Earlier this year, I wrote about the ban on the international financing of fossil fuels, proposed by Special Envoy John Kerry and others. I argued that such a ban would be particularly devastating for poor countries that are reliant on institutions such as the World Bank to finance much-needed energy projects. For now, the world’s richest countries (also the largest shareholders in the World Bank) have allowed the financing of natural gas projects when no other alternative is available. But this may not last long—the World Bank’s new Climate Action Plan says that for the World Bank Group’s private sector development arms—IFC and MIGA—85 percent of operations will be aligned with the Paris Agreement starting in 2023, and 100 percent of operations will be aligned starting in 2025.

European countries have followed suit—with much fanfare, the European Bank for Reconstruction and Development announced its full alignment of all activities with the goals of the Paris Agreement by end of 2022. This only affects the financing of fossil fuel projects in poorer client countries—the shareholders of EBRD are themselves free to develop whatever projects they choose and to set their own timelines to exit from coal. Germany opened a new coal plant this year and will increase imports of natural gas from Russia. In June, European Union energy ministers decided to prolong EU support for some cross border natural gas projects in order to meet their priorities.

The United States is also following a contradictory path that will hurt poor countries. As Todd Moss and Gyude Moore write:

As part of the Administration’s Climate Finance Plan, DFC announced it is aiming for a net zero emission portfolio by 2040, which allows space for investing in very few new carbon-intensive projects. Based on the pledge, DFC could support, globally, up to one medium sized gas power plant per year for the next ~8 years.

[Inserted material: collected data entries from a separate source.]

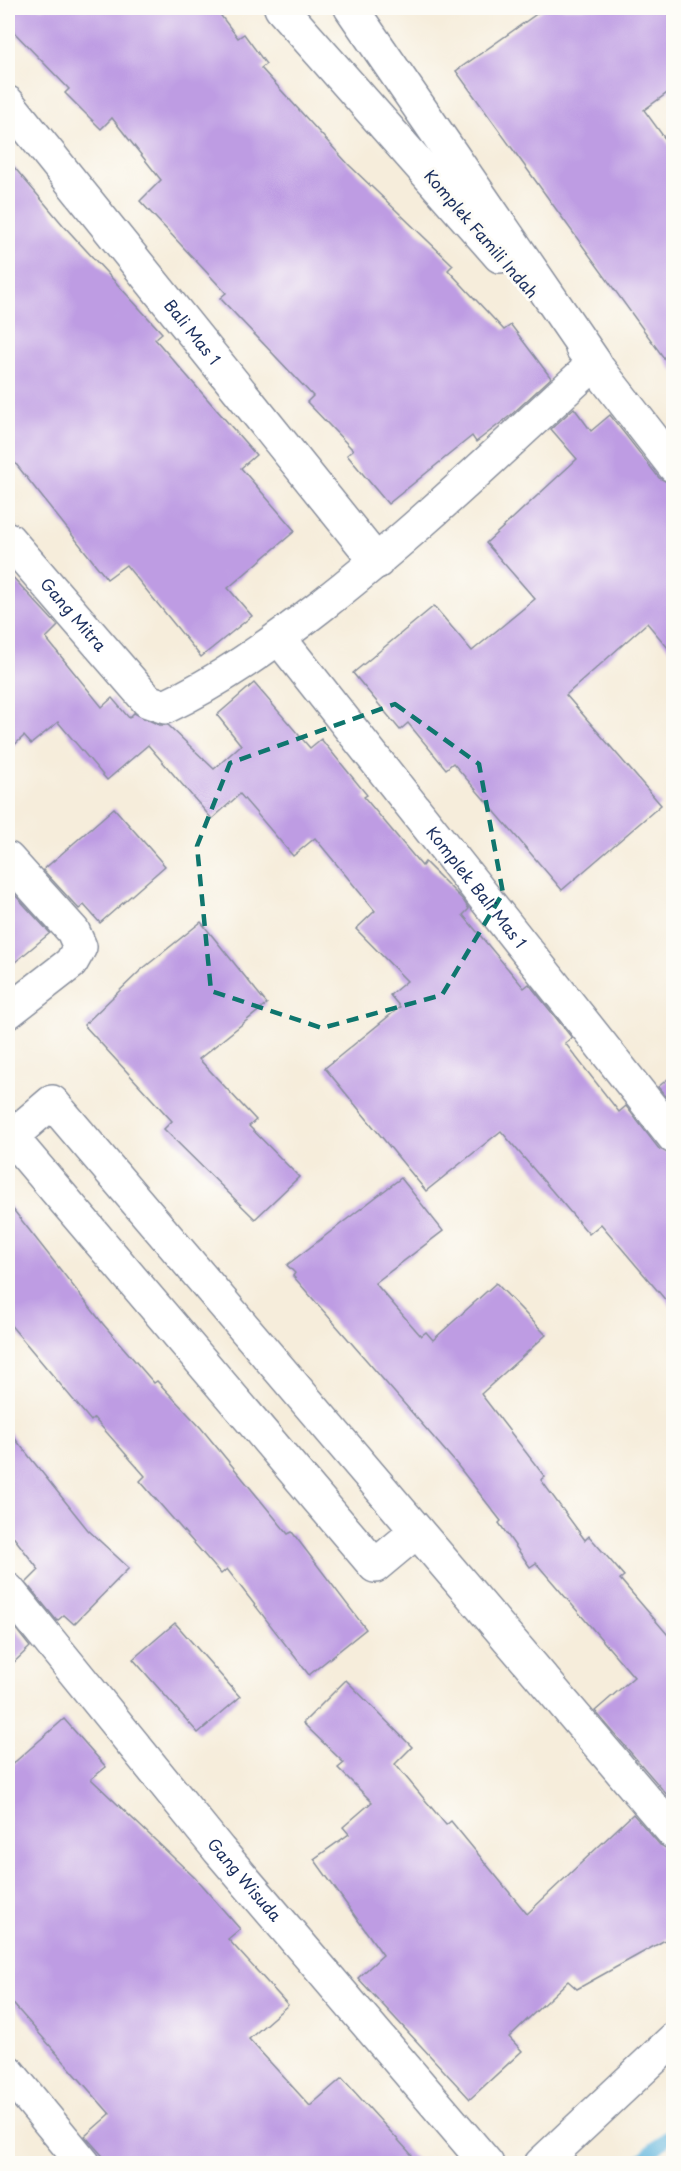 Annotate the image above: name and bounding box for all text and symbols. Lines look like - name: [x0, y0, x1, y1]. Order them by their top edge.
- street label: Komplek Famili Indah: [419, 164, 544, 303]
- street label: Bali Mas 1: [159, 294, 227, 369]
- street label: Gang Mitra: [35, 572, 113, 656]
- street label: Komplek Bali Mas 1: [421, 821, 533, 953]
- street label: Gang Wisuda: [203, 1832, 288, 1926]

A pending bill in the Senate, introduced by Senator Bob Menendez (D-NJ) in April 2021, would move up DFC’s net zero date, entirely eliminating the agency’s ability to support any natural gas projects. Menendez’s bill also would remove Power Africa’s current technology flexibility that would halt that initiative’s support for LPG cooking or gas-fired power on the continent.

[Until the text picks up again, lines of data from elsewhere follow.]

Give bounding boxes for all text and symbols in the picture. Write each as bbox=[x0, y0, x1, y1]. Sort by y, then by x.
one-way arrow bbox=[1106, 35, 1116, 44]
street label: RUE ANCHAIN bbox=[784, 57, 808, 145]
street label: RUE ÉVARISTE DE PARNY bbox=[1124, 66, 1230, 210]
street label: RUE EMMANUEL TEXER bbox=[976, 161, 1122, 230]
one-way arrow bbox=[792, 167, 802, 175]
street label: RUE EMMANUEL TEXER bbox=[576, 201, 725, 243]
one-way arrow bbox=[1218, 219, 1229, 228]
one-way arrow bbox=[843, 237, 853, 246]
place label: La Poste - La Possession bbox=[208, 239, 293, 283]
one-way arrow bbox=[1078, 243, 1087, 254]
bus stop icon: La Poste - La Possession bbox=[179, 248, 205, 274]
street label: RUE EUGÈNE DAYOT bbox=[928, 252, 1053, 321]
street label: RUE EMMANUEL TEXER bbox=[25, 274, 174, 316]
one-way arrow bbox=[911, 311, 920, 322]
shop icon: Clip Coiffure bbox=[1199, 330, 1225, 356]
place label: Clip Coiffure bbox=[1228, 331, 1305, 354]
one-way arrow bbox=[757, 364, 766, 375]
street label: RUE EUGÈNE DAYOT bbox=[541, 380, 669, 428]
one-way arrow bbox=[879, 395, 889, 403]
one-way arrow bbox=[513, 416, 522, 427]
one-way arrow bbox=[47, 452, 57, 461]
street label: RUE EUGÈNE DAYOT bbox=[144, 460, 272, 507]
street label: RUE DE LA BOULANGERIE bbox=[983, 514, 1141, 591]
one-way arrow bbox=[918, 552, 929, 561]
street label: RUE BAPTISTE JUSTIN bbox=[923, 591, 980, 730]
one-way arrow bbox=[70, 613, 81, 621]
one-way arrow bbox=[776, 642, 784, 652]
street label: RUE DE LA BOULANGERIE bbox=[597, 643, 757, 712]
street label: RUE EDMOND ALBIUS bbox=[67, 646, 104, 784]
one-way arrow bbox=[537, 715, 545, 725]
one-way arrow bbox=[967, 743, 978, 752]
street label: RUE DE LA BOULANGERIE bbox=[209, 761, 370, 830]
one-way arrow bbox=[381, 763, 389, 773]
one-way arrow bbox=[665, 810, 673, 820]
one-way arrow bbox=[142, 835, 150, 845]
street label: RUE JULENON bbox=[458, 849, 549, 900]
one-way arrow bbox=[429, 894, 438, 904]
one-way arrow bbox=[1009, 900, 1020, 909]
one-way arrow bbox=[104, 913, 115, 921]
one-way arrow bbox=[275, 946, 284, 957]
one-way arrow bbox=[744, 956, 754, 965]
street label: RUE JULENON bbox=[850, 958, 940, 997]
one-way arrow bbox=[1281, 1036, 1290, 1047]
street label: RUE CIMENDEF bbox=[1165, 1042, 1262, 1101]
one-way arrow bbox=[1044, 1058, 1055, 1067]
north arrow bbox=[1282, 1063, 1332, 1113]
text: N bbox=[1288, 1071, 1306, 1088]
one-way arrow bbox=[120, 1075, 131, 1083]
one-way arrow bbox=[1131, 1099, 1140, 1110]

But as Moss and Moore point out, the restrictions on natural gas projects apply only to poor countries. The European Energy Security and Diversification Act supports investments in natural gas projects as does the Eastern Mediterranean Security and Energy Partnership Act.

Africans must not be the target of climate colonialism. “Alignment with the Paris Agreement” is becoming code for banning critical energy projects in very poor countries. The $2 billion promised by the G7 to retire coal projects in developing countries is barely enough to cover costs in a single Indian state. Rich countries responsible for the vast majority of carbon emissions seem to be happy to pass on the burden to the world’s poorest people while placing few limits on their own consumption of fossil fuels.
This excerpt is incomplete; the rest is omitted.